* YOUR TASK: From the records that follow, copy every line in which "MILWAUKEE" appears.

* EXERCISE DATA:
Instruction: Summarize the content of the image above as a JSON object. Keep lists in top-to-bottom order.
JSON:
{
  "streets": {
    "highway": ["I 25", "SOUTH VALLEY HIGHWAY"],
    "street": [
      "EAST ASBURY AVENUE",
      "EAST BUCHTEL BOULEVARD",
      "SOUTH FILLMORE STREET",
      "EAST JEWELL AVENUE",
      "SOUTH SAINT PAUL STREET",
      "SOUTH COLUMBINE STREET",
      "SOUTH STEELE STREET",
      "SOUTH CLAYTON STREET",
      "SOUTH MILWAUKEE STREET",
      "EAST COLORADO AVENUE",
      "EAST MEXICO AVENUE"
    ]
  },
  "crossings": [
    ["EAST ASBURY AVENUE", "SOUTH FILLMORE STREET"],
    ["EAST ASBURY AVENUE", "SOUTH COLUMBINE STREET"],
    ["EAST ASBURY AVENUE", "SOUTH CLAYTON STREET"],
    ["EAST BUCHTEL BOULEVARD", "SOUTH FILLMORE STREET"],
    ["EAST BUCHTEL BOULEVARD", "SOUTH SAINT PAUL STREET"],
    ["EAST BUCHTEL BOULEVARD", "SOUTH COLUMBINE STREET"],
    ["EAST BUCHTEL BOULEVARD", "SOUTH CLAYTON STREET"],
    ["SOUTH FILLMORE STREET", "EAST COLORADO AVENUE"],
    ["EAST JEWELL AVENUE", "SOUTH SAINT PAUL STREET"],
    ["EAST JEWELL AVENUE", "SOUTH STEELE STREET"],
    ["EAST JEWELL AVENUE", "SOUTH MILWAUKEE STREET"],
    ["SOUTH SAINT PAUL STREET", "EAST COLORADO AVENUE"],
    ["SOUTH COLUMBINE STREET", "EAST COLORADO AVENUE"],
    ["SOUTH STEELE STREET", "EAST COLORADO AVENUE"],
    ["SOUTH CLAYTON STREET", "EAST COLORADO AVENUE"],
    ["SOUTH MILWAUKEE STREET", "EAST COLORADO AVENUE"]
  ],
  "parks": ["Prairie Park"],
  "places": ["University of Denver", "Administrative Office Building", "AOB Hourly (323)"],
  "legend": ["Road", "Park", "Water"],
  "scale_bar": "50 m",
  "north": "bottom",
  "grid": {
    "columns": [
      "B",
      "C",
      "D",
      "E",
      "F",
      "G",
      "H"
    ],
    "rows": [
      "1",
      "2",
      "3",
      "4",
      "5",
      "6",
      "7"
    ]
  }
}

* ANSWER SPACE:
      "SOUTH MILWAUKEE STREET",
    ["EAST JEWELL AVENUE", "SOUTH MILWAUKEE STREET"],
    ["SOUTH MILWAUKEE STREET", "EAST COLORADO AVENUE"]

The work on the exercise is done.